Cognitive impairment was screened using the Folstein Mini-Mental State Examination [28] with a cut-off score of ≤26 as validated in this same study sample by Radford et al. [29].
2.2. Demographic Data
Demographic data included gender, age, location (urban and regional), income (pension and other), marital status (married, separated/divorced/widowed and never married), and accommodation.
2.3. Childhood Formative Experiences at Home
Other home formative experiences included parental upbringing (which parent(s) were involved in raising the person), parental loss (if any parent had passed away in childhood), and separation in childhood (separation of the person from family as a child).
2.4. Social Formative Experiences
Several relevant measures of adversity that occurred during adolescence and early adulthood were explored. This included school behavioural disturbance (including getting into trouble with school authority resulting in suspension or expulsion and truancy), academic attainment (separated into highest level of schooling, either none, primary, middle, secondary or further education), previous experience of being in custody, and employment history.
2.5. Chronic Illness Experiences
Participants were screened using a checklist for the presence of common chronic medical illnesses, which included previous head injury, lung disease, cardiac disease, diabetes, stroke, hypertension, hypercholesterolaemia, cancer, and sleep difficulties (never, infrequent and frequent).
A substance use screen for current, past use and heaviest use including alcohol, smoking, cannabis, and other illicit drugs was employed.
They were also screened for relevant past psychiatric history, including previous depression, anxiety (including stress and PTSD), bipolar disorder and psychotic disorders, and past suicidal behaviours.
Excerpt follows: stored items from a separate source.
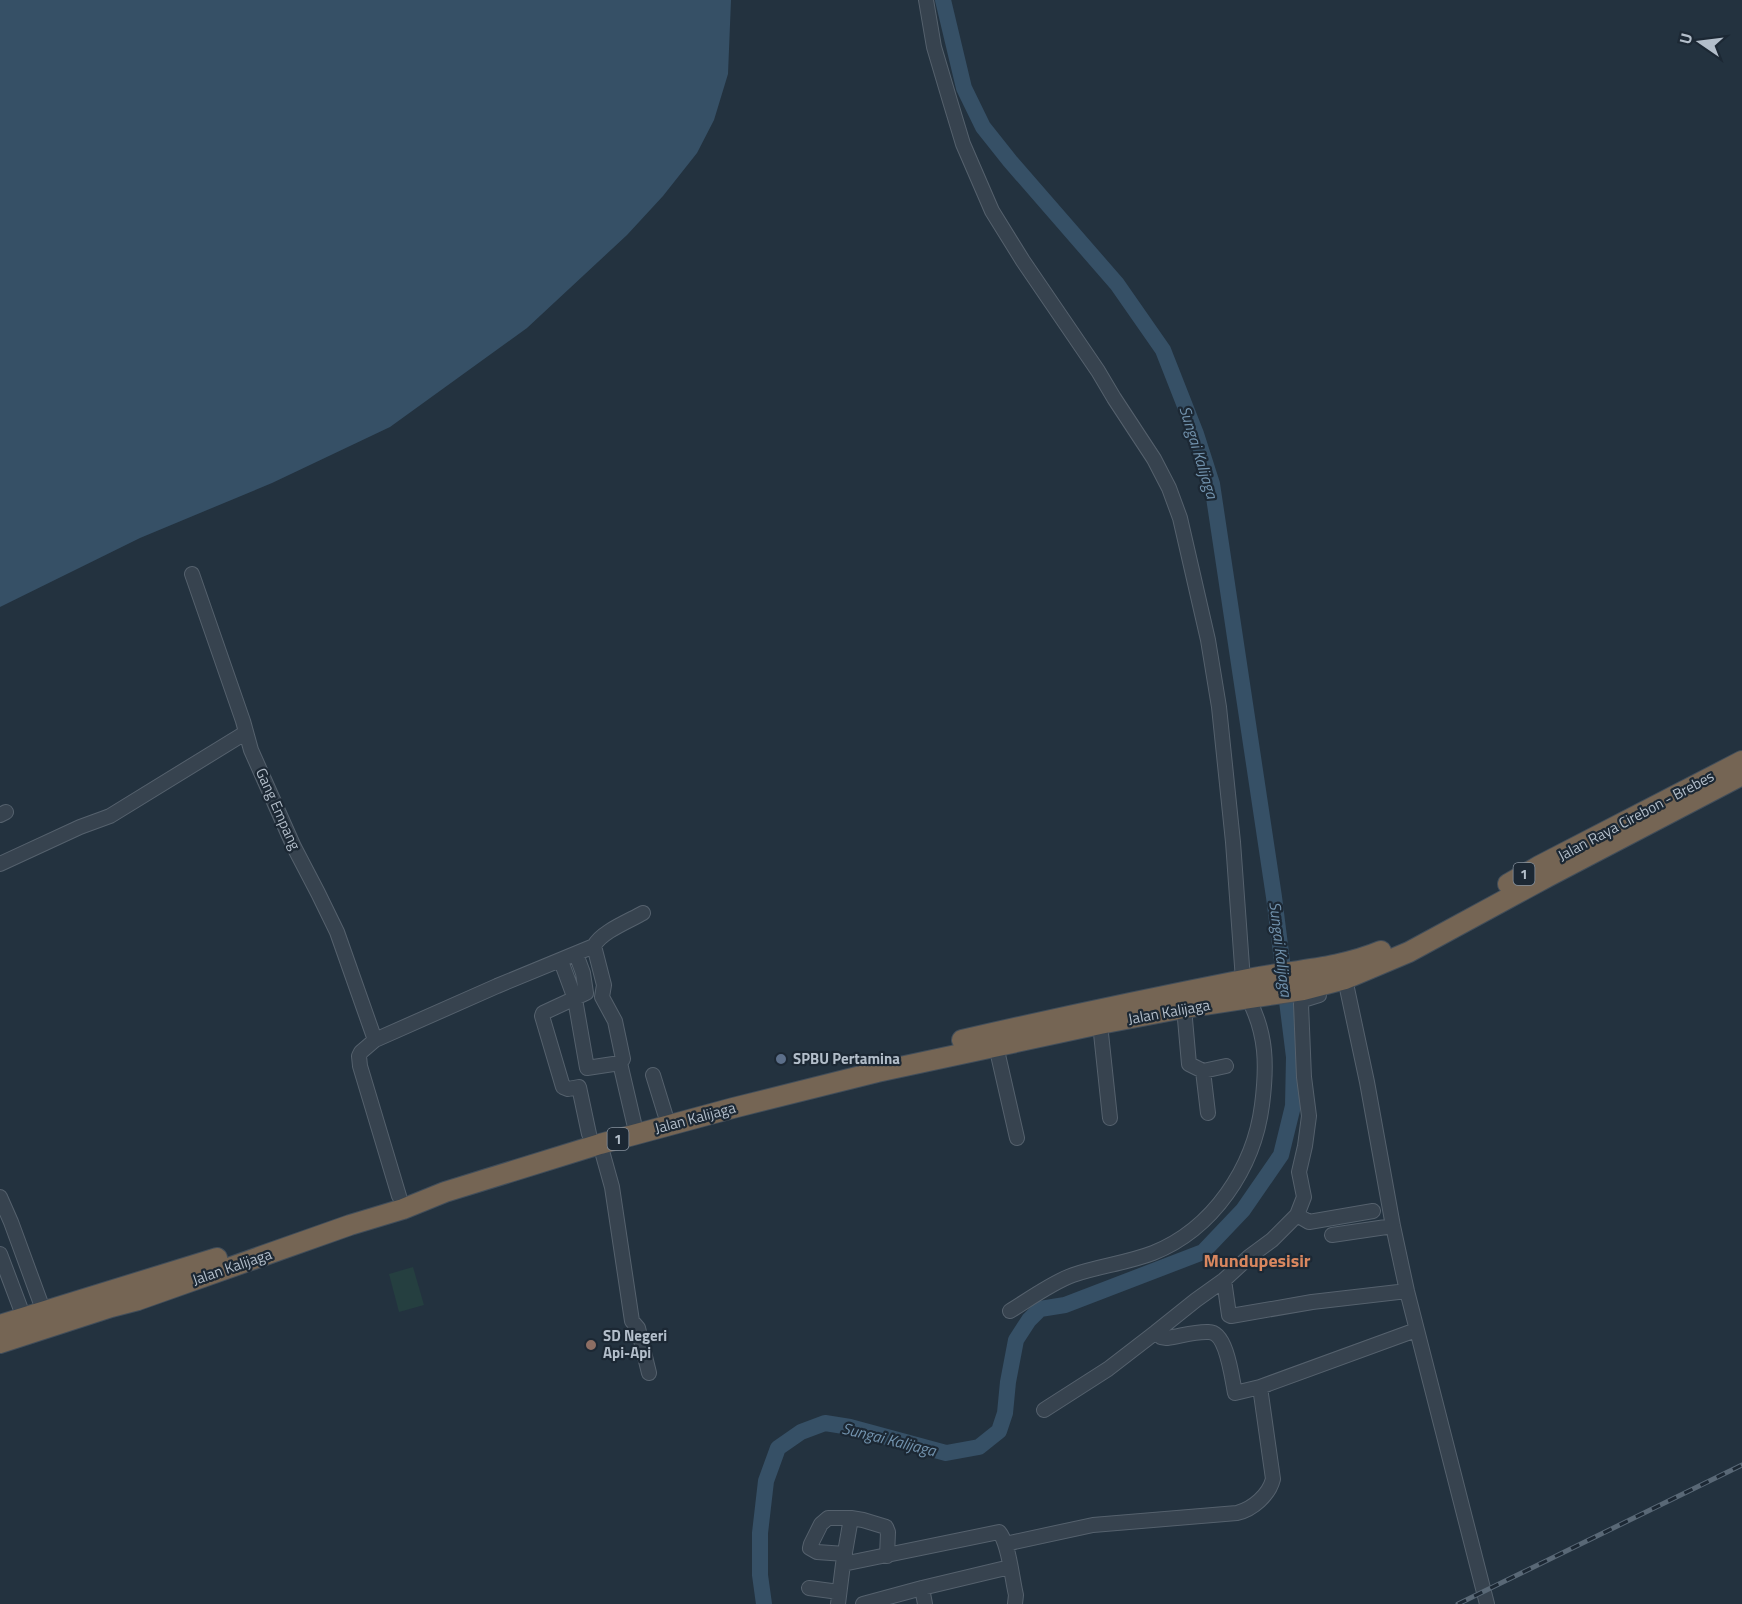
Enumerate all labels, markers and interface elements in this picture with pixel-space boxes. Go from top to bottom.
north arrow [1670,12,1730,72]
text: U [1673,30,1698,46]
water label: Sungai Kalijaga [1174,403,1225,502]
street label: Gang Empang [250,764,307,854]
street label: Jalan Raya Cirebon - Brebes [1553,765,1718,867]
road number: 1 [1514,863,1534,885]
water label: Sungai Kalijaga [1263,900,1299,999]
street label: Jalan Kalijaga [1126,993,1212,1030]
place label: SPBU Pertamina [793,1047,900,1070]
marker: SPBU Pertamina [774,1052,788,1066]
street label: Jalan Kalijaga [652,1096,738,1139]
road number: 1 [608,1128,628,1150]
street label: Jalan Kalijaga [189,1242,275,1291]
district label: Mundupesisir [1203,1247,1311,1274]
place label: SD Negeri Api-Api [603,1324,667,1364]
marker: SD Negeri Api-Api [584,1338,598,1352]
water label: Sungai Kalijaga [840,1416,939,1462]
“Have you ever been told that you have problems with anxiety, stress disorder or post-traumatic stress disorder/depression/other mood disorders like bi-polar or manic depression/schizophrenia or other similar disorders”?
“Have you intentionally or deliberately hurt or injured yourself (or seriously considered doing this)”?
2.6. Psychosocial Factors
Measures of available community support were screened; participants were asked if they felt lonely, and if there were supports they could call upon in the local community.
Their cultural identity and connection were surveyed.
Connected to local Aboriginal community—“Do you feel connected to the local Aboriginal community”?
Strong connection to Country—“How connected to Country to you feel”?
Traditional language—“Do you speak any Aboriginal Languages”?
2.7. Data Analysis
Statistical analyses utilised IBM SPSS v23 (IBM, Armonk, NY, US), with descriptive analyses used for basic demographic data, prevalence of lifetime mental disorders and substance use, and current depression. Odds ratios were calculated in a univariate analysis of current depression using the above predictor variables. A multivariate analysis was also undertaken for current depression, using binomial logistic regression analysis.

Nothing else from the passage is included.